KR100572994B1 - Machine for finishing dies autometically - Google Patents

Abstract

The present invention relates to an automatic mold finishing device for automatically trimming an extrusion mold, wherein the housing 100 is formed by the diaphragm 110 to charge and take out the mold 120, the drying chamber 130, and the finishing chamber 140. It is divided into a powder removal chamber 150, the index table 200 is disposed in the housing 100, the index table 200 can rotate about its own rotation center axis 210, the index A plurality of pedestals 250 are arranged on the table 200 at equal intervals in the circumferential direction, so that the mold 400 may be seated on the pedestal 250, and a plurality of nozzles spraying abrasives on the finishing chamber 140. As the 300 is disposed, the mold 400 placed on the pedestal 250 is dried in the drying chamber 130 and the finishing chamber 140 while the index table 200 rotates about its center of rotation 210. ), Through the powder removal chamber 150 in order, the mold is finished When disposed in the chamber 140, the nozzle 300 is characterized in that the mold 400 is automatically polished by spraying the abrasive to the mold.

Description

Machine for finishing dies autometically}

1 is a process chart showing a conventional mold finishing process

Figure 2 is a plan view showing the automatic mold finishing device according to the present invention

Figure 3 is a side view showing the automatic mold finishing device according to the present invention

Figure 4 is a rear view showing an automatic mold finishing device according to the present invention.

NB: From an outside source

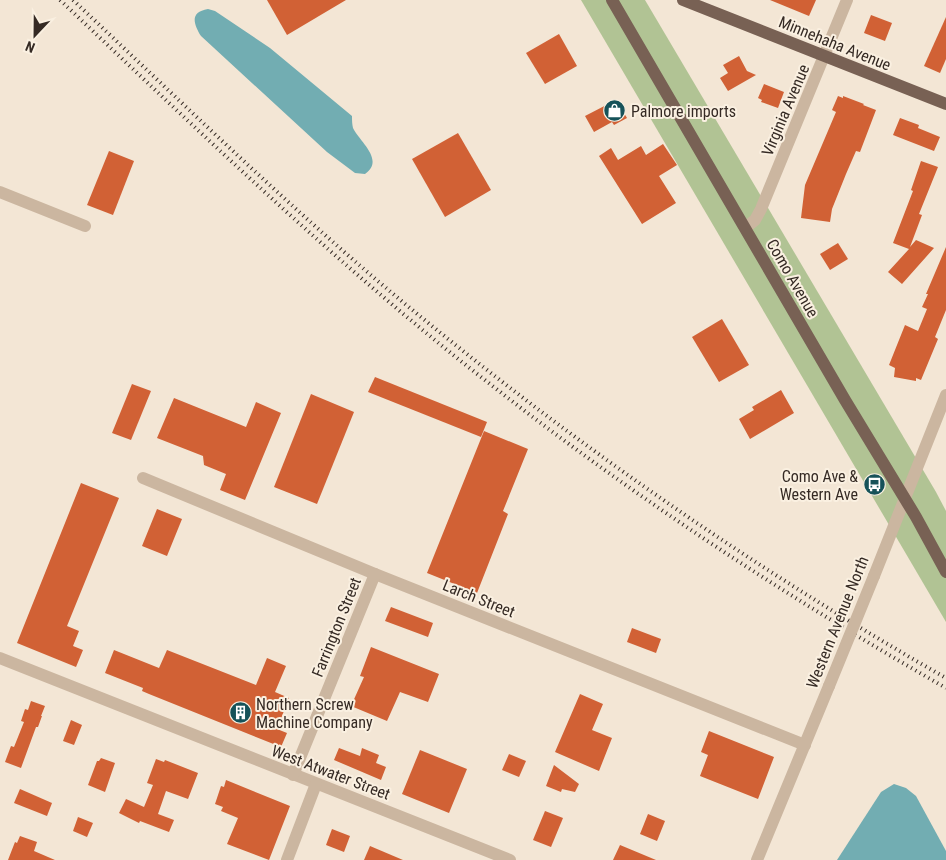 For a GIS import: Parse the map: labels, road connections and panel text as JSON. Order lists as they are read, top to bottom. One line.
{"streets":{"main road":["Minnehaha Avenue","Como Avenue"],"street":["Virginia Avenue","Larch Street","Western Avenue North","Farrington Street","West Atwater Street"]},"crossings":[["Minnehaha Avenue","Virginia Avenue"],["Virginia Avenue","Como Avenue"],["Como Avenue","Western Avenue North"],["Larch Street","Western Avenue North"],["Larch Street","Farrington Street"],["Farrington Street","West Atwater Street"]],"places":{"shop":["Palmore imports"],"bus stop":["Como Ave & Western Ave"],"building":["Northern Screw Machine Company"]},"north":"bottom"} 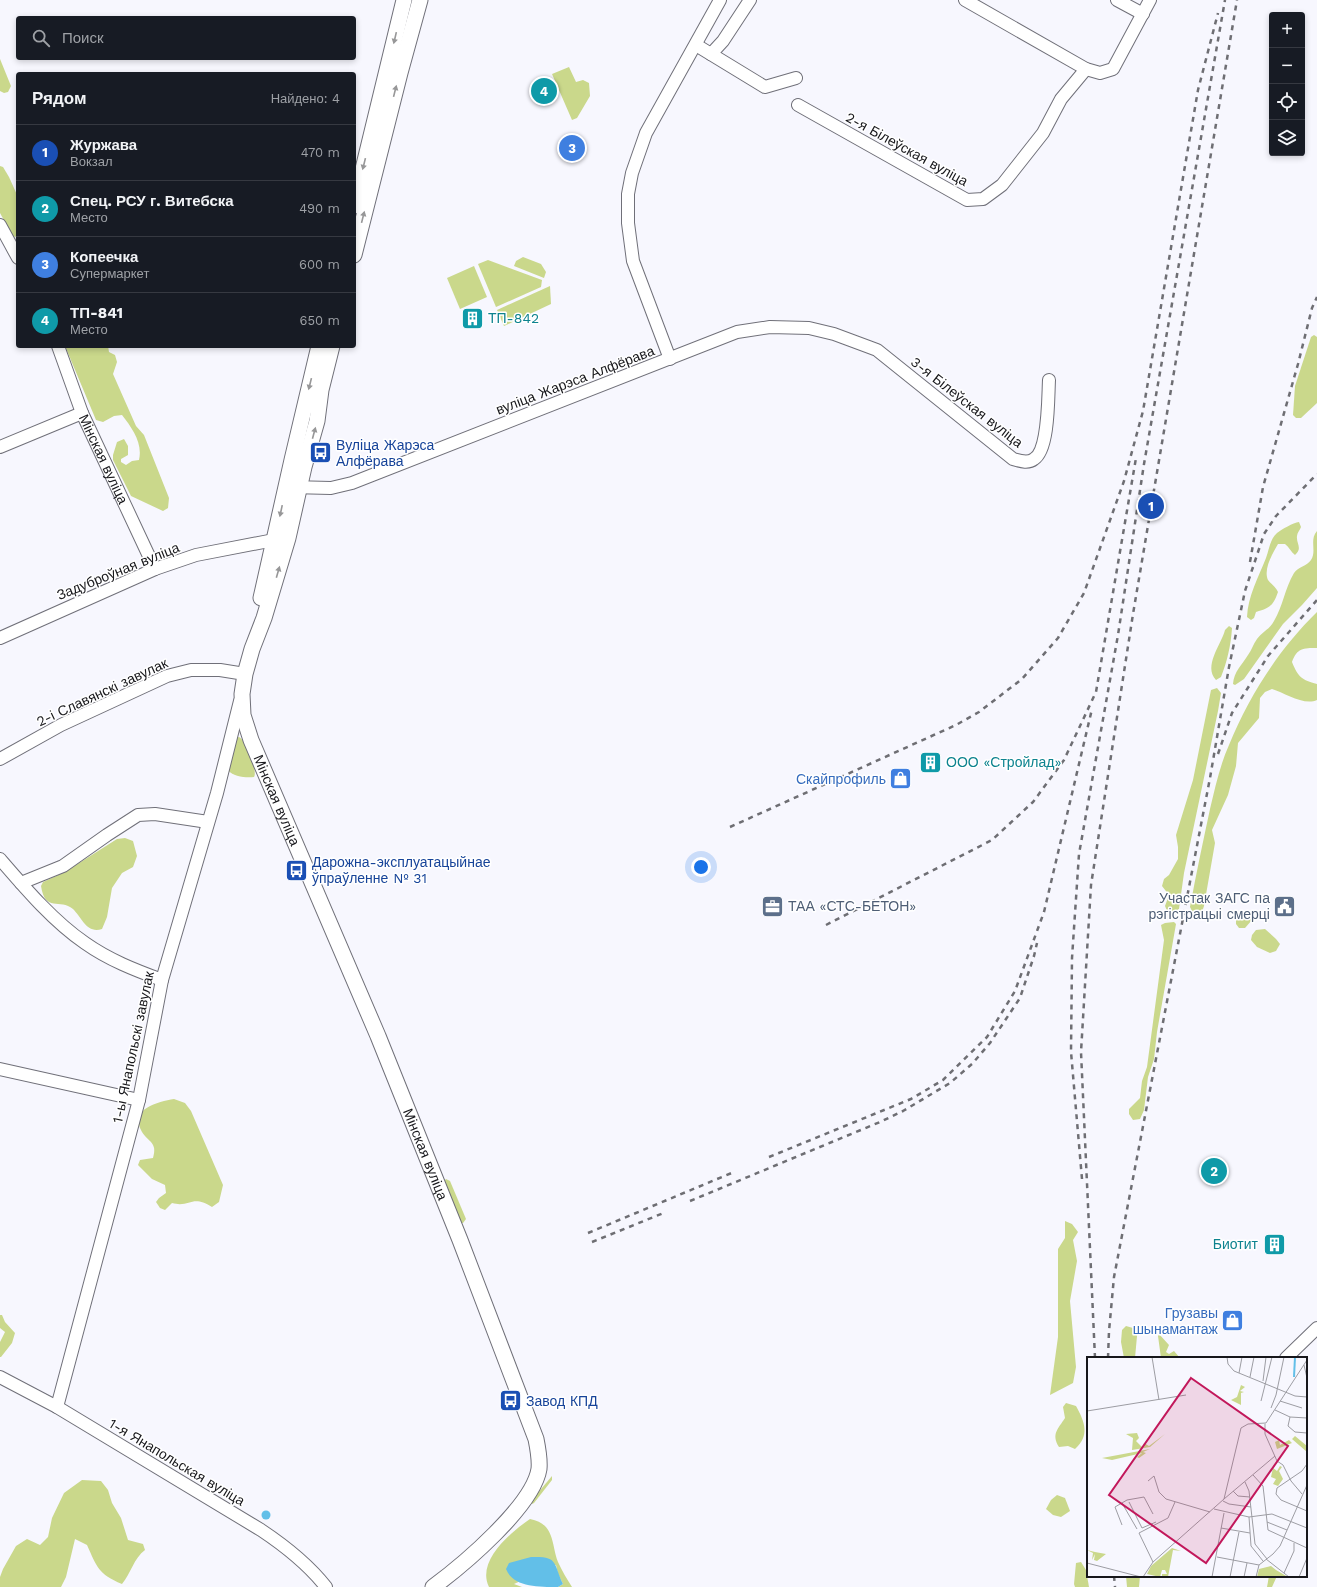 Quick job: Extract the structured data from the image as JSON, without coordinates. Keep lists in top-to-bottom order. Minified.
{"streets":{"main road":["Мінская вуліца"],"street":["2-я Білеўская вуліца","вуліца Жарэса Алфёрава","3-я Білеўская вуліца","Задуброўная вуліца","2-і Славянскі завулак","1-ы Янапольскі завулак","1-я Янапольская вуліца"]},"crossings":[["вуліца Жарэса Алфёрава","3-я Білеўская вуліца"],["вуліца Жарэса Алфёрава","Мінская вуліца"],["Мінская вуліца","Задуброўная вуліца"],["Мінская вуліца","2-і Славянскі завулак"],["Мінская вуліца","1-ы Янапольскі завулак"],["1-ы Янапольскі завулак","1-я Янапольская вуліца"]],"places":{"building":["ТП-842","ООО «Стройлад»","Биотит"],"bus stop":["Вуліца Жарэса Алфёрава","Дарожна-эксплуатацыйнае ўпраўленне № 31","Завод КПД"],"shop":["Скайпрофиль","Грузавы шынамантаж"],"office":["ТАА «СТС-БЕТОН»"],"public building":["Участак ЗАГС па рэгістрацыі смерці"]},"page":{"map_buttons":["+","−"],"search":"Поиск","heading":["Рядом","Найдено: 4"],"pins":["4","3","1","2"],"list":[{"mark":"1","name":"Журжава","note":"Вокзал","value":"470 m"},{"mark":"2","name":"Спец. РСУ г. Витебска","note":"Место","value":"490 m"},{"mark":"3","name":"Копеечка","note":"Супермаркет","value":"600 m"},{"mark":"4","name":"ТП-841","note":"Место","value":"650 m"}]}}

5 is a perspective view of the diaphragm of FIG.

6 is a schematic view showing a state in which an index table, a pedestal, and a nozzle are mounted on a housing;

The present invention relates to a mold automatic finishing apparatus for automatically polishing an extrusion mold, and automatically molds a mold placed on a pedestal of an index table by a blasting method while an index table disposed on a housing rotates about its center rotation axis. A finishing device.

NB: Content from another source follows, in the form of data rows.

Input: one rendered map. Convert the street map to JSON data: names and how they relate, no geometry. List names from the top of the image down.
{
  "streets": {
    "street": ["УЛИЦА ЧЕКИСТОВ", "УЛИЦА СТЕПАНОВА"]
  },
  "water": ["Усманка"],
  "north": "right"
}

In general, when a mold used for aluminum extrusion, etc. is used for a long time, molding material is stuck to the bearing surface of the mold, and molding failure occurs. Therefore, a mold finishing operation for periodically removing the molding material attached to the mold should be performed.

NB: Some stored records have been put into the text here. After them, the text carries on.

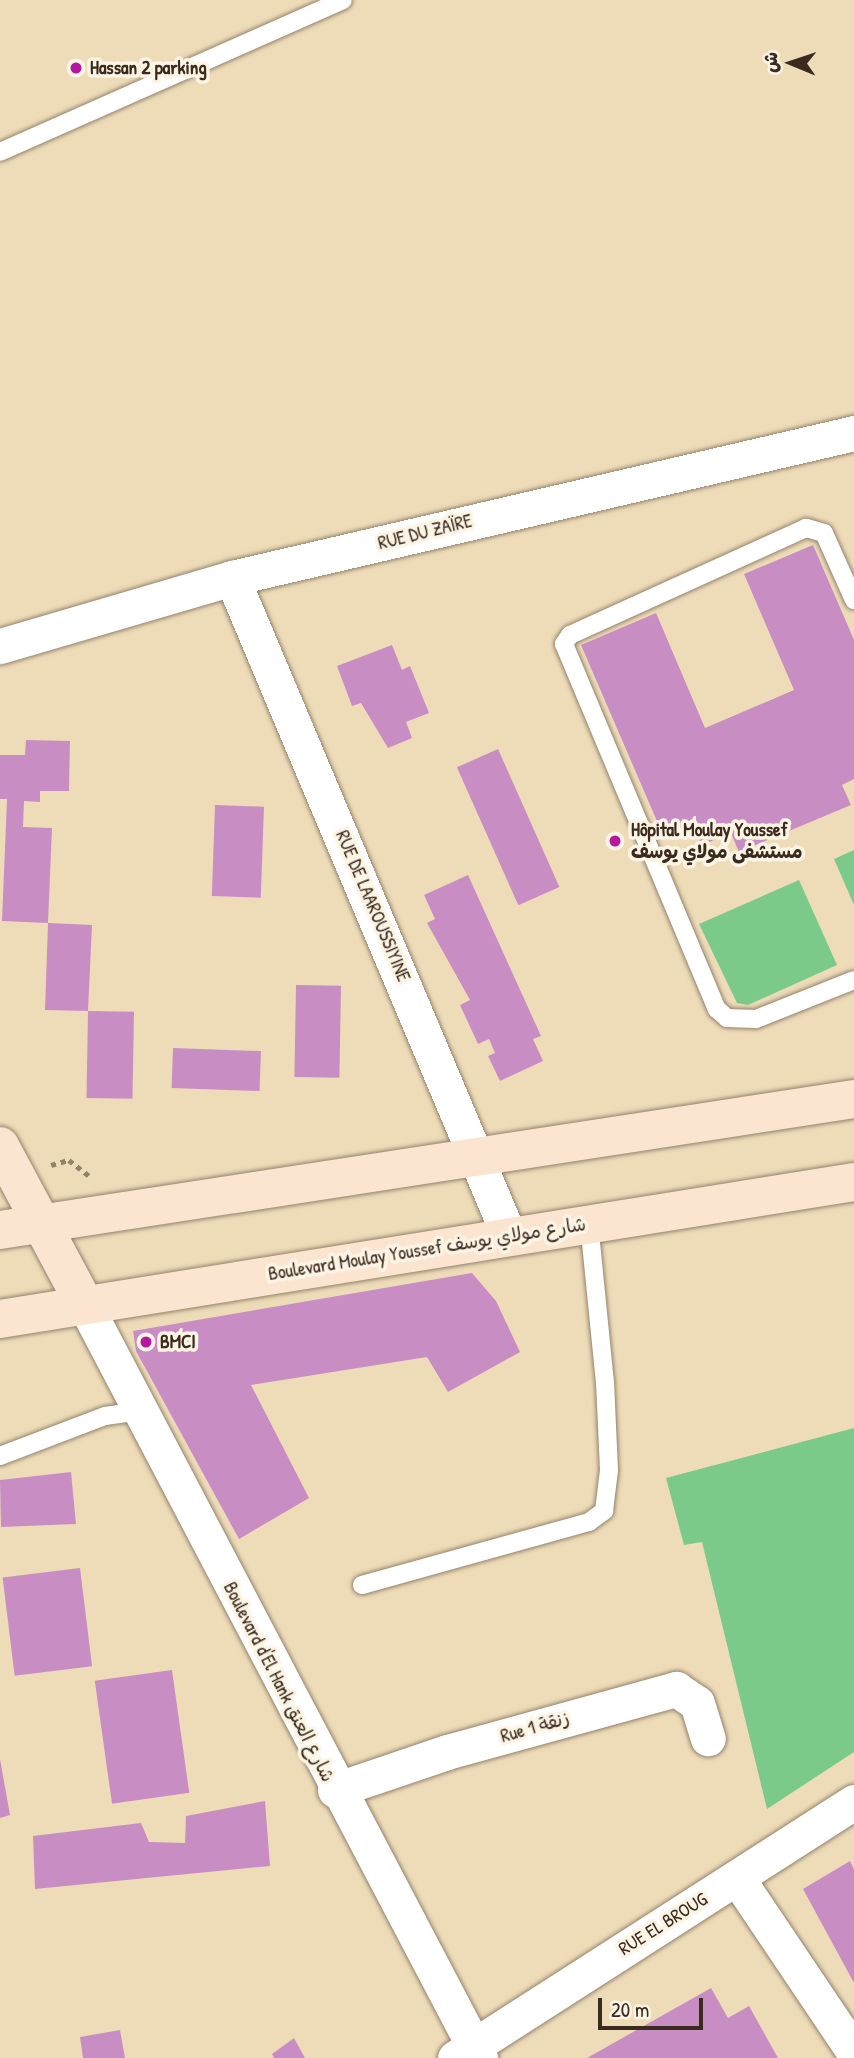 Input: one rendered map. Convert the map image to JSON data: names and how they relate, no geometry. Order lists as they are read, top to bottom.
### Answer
{
  "streets": {
    "main road": ["Boulevard Moulay Youssef شارع مولاي يوسف"],
    "street": [
      "RUE DU ZAÏRE",
      "RUE DE LAAROUSSIYINE",
      "Boulevard d'El Hank شارع العنق",
      "Rue 1 زنقة",
      "RUE EL BROUG"
    ]
  },
  "crossings": [
    ["RUE DU ZAÏRE", "RUE DE LAAROUSSIYINE"],
    ["RUE DE LAAROUSSIYINE", "Boulevard Moulay Youssef شارع مولاي يوسف"],
    ["Boulevard Moulay Youssef شارع مولاي يوسف", "Boulevard d'El Hank شارع العنق"],
    ["Boulevard d'El Hank شارع العنق", "Rue 1 زنقة"],
    ["Boulevard d'El Hank شارع العنق", "RUE EL BROUG"]
  ],
  "places": ["Hassan 2 parking", "Hôpital Moulay Youssef مستشفى مولاي يوسف", "BMCI"],
  "scale_bar": "20 m",
  "north": "left"
}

Referring to Figure 1, in general, the mold finishing process is a mold separation step of separating the mold from the mold holder, to shorten the alkali treatment time by drilling 2 to 4 holes in the aluminum filled inside the separated mold using a drill machine Pretreatment step, Alkali treatment step to remove the molding material (for example, aluminum) inside the mold by putting the pretreated mold into the alkali tank, Washing step to remove the alkali component remaining in the mold, Drying step to dry the washed mold It is composed of a finishing step of finishing the bearing surface of the dried mold using a dedicated tool, and a mold modification step of correcting the size or shape of the mold so as to produce a product satisfying the drawings.

In particular, the finishing step is divided into the first finishing process and the second finishing process, the first finishing process is a sludge or foreign matter in the port portion or lip (LIP) of the mold is completed using a dedicated tool. Therefore, the worker removes it manually, and the second finishing process is also performed by the worker by hand using a dedicated tool to clean the bearing surface of the mold.

However, such a finishing process by manual work has a disadvantage in that the surface roughness of the mold is changed according to the skill of the operator, and it is difficult to uniformly polish the bearing surface, thereby reducing the reproducibility of the product.

Accordingly, an object of the present invention is to automatically finish the mold by automating the mold placed on the pedestal of the index table while the index table disposed in the housing is rotated about its center of rotation, by automating the mold. It is to provide a finishing device.

Another object of the present invention is that each pedestal rotates in the index table, the nozzle can be moved in the X, Y, Z axis direction, so that the spray position of the nozzle can be conveniently and accurately set, and the mold can be polished uniformly The mold is to provide automatic finishing device.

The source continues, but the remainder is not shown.